## WORK REQUEST
Tally every line in the data that has the word "улица" and report only the total.
═══
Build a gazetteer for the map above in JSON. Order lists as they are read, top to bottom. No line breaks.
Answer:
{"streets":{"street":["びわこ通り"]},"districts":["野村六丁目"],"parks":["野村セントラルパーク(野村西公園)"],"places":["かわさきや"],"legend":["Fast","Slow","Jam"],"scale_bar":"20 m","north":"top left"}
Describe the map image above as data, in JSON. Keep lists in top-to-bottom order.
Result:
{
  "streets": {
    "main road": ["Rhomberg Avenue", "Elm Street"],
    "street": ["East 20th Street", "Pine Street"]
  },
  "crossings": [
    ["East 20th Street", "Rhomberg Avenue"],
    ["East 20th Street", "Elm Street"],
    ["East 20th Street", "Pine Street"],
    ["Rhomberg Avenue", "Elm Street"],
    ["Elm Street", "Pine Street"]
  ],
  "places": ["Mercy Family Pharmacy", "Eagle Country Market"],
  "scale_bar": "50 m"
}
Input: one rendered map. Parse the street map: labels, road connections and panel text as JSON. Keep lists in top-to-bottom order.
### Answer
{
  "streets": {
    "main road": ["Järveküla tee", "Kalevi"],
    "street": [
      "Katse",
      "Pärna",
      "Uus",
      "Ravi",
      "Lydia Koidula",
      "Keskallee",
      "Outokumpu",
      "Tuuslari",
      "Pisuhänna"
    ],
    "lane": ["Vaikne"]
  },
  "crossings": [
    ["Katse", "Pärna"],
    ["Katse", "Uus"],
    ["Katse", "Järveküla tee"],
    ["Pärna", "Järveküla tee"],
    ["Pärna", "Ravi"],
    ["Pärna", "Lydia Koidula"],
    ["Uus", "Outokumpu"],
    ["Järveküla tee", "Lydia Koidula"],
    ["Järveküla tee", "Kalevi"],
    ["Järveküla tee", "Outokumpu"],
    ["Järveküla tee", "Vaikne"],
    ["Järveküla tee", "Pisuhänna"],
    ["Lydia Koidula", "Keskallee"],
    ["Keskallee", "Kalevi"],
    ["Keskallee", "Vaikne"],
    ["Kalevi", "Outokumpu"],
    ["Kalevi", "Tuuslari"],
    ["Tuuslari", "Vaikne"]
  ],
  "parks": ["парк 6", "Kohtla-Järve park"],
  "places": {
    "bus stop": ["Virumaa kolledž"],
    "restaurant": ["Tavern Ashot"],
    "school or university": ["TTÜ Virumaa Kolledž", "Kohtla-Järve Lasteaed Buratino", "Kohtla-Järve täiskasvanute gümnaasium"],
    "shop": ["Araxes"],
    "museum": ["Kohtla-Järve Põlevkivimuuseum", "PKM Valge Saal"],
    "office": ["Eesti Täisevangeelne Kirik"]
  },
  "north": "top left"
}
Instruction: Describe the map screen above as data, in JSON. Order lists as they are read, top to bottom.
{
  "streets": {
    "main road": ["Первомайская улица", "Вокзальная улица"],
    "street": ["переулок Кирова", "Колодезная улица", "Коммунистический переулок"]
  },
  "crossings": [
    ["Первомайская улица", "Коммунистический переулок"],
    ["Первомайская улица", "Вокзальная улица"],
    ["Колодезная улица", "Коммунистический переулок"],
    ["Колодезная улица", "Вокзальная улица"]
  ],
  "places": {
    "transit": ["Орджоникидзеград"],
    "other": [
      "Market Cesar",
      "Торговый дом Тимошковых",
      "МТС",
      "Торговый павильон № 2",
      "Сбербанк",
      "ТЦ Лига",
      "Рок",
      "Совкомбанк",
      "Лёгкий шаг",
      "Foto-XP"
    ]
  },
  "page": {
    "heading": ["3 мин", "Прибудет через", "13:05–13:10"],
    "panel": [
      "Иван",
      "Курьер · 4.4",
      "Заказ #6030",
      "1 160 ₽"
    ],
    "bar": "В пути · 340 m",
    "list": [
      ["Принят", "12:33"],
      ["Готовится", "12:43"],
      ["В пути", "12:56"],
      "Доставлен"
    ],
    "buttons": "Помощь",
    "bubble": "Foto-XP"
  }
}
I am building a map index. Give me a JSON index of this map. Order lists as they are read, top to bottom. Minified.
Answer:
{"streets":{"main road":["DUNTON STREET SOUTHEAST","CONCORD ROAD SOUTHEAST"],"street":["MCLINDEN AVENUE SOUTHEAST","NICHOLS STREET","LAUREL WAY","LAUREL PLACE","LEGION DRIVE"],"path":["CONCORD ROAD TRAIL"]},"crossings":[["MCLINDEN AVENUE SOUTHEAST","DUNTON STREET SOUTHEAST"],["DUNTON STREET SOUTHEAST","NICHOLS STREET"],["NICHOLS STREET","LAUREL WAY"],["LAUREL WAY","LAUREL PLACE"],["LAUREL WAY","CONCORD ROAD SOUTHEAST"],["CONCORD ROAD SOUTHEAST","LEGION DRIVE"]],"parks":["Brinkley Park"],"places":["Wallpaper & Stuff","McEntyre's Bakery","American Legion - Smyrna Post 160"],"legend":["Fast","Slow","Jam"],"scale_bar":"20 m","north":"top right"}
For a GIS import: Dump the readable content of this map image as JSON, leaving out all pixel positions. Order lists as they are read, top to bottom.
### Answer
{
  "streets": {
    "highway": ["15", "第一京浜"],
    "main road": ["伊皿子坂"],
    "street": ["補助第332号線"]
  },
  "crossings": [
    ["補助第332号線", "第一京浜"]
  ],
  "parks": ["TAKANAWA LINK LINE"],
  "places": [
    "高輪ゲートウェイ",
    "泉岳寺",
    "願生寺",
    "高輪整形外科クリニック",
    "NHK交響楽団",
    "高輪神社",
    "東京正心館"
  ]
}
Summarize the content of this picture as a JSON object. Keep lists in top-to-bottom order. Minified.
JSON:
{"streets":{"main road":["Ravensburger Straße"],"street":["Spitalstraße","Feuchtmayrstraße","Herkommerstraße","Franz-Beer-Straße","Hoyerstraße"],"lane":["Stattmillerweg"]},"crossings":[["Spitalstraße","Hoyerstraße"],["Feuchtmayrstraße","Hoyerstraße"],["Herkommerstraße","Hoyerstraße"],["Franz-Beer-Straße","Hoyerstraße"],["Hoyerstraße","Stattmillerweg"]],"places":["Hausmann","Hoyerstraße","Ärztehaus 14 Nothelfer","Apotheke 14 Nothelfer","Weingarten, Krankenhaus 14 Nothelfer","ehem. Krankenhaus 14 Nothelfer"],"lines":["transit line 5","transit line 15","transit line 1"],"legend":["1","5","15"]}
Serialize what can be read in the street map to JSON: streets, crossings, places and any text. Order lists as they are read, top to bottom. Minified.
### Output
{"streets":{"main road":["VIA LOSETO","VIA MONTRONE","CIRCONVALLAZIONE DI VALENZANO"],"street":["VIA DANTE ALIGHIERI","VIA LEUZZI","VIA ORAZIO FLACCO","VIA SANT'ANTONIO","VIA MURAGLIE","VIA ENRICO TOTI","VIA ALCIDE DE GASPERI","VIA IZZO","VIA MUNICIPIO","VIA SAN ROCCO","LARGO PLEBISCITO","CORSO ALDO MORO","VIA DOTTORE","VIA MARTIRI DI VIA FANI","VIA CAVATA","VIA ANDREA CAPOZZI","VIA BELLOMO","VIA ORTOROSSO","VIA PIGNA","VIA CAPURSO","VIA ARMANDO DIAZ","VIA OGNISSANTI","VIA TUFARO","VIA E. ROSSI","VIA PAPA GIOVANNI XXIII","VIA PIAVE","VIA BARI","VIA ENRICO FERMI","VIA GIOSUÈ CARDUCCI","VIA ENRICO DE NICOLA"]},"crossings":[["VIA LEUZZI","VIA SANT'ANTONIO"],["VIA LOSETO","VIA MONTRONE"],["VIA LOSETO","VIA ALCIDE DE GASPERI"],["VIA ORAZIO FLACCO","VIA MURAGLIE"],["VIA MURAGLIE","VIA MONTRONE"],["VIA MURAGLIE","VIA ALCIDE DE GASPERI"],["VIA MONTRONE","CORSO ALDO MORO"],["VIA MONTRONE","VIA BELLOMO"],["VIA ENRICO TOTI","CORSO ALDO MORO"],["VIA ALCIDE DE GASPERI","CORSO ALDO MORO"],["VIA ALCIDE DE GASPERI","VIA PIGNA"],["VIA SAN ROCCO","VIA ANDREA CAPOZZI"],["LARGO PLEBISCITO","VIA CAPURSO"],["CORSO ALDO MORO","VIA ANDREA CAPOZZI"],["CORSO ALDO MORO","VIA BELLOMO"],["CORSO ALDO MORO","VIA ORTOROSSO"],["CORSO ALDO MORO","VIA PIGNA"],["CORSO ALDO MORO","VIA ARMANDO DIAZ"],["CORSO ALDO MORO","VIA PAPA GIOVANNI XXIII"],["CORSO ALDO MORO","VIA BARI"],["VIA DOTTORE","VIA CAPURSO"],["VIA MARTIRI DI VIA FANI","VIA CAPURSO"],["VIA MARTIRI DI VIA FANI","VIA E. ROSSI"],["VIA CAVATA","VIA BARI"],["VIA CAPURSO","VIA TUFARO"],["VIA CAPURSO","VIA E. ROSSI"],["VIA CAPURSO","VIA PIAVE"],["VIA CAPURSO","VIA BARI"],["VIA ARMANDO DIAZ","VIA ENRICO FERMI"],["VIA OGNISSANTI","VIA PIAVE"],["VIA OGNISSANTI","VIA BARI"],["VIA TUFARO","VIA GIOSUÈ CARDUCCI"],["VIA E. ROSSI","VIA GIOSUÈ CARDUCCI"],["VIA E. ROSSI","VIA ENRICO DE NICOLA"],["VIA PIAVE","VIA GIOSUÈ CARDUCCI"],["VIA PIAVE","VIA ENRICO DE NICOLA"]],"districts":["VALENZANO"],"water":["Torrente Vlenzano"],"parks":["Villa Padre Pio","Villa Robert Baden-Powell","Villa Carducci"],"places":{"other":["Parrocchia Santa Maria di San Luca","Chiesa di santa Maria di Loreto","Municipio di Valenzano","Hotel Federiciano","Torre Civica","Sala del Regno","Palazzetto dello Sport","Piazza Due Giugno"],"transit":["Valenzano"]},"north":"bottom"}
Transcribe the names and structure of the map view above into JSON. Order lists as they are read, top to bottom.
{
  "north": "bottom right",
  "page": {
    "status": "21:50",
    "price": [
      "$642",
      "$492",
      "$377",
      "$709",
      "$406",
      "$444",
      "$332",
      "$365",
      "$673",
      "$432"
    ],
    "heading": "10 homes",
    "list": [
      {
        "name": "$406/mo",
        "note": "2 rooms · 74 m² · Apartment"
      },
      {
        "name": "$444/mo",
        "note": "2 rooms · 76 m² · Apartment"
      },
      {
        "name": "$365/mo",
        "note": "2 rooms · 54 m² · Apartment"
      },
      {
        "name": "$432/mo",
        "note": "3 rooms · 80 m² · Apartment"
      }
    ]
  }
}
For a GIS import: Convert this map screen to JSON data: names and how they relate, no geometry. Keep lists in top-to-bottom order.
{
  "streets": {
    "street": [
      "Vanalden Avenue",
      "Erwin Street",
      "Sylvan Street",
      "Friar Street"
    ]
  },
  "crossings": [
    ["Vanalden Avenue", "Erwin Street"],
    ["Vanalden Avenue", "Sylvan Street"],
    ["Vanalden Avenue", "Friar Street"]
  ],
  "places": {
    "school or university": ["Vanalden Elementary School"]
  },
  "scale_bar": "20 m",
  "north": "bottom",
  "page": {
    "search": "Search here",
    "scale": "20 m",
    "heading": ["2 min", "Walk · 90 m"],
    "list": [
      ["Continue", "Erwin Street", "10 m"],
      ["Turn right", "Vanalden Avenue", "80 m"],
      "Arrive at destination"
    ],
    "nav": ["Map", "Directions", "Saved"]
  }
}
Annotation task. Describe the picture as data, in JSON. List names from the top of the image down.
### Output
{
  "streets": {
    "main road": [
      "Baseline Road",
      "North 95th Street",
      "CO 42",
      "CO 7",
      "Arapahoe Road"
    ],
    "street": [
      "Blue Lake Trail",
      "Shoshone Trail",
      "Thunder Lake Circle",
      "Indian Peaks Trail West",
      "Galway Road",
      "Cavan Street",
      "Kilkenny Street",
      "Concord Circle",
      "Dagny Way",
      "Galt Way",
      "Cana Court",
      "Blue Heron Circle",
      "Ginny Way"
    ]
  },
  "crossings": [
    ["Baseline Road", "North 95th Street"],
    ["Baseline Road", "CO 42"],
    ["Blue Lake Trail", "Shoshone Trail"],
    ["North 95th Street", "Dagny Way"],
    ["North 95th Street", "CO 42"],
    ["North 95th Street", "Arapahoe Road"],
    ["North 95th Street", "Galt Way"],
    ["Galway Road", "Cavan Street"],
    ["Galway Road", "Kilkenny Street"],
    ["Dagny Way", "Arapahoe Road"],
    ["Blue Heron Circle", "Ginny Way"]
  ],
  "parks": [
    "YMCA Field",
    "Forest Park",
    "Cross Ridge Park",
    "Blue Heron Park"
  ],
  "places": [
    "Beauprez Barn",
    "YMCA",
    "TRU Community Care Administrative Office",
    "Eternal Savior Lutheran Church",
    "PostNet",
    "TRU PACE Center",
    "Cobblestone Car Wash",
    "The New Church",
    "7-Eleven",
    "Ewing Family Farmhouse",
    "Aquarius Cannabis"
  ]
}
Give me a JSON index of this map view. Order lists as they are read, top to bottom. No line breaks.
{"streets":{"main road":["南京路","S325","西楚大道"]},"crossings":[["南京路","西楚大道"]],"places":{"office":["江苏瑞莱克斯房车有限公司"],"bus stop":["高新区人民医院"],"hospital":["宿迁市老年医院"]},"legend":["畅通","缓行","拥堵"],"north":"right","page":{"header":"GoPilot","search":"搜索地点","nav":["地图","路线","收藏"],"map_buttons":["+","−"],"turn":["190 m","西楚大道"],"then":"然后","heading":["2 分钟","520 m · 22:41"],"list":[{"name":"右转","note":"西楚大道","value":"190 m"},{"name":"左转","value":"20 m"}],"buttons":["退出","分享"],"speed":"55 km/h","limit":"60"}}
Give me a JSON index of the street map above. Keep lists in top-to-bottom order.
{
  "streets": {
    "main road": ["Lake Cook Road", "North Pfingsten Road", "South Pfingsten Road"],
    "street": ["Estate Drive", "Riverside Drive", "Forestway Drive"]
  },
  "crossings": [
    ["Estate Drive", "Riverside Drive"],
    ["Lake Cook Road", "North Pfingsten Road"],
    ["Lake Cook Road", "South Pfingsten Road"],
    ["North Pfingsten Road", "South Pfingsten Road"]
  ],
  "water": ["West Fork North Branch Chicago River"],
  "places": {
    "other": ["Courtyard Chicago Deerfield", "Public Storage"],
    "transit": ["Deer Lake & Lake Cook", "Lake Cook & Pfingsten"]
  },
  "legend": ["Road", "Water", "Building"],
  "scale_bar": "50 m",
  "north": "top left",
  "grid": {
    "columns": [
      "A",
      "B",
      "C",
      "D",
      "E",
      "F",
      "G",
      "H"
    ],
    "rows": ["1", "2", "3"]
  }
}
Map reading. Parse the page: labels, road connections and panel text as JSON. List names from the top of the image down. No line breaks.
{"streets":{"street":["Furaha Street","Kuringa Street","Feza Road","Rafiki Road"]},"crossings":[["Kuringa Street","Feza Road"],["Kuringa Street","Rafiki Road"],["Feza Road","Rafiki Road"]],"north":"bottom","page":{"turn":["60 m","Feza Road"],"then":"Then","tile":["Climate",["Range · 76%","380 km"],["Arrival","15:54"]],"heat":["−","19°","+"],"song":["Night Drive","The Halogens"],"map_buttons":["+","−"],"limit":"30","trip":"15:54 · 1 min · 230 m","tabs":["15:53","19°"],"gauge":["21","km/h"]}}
═══
## ANSWER BELOW
6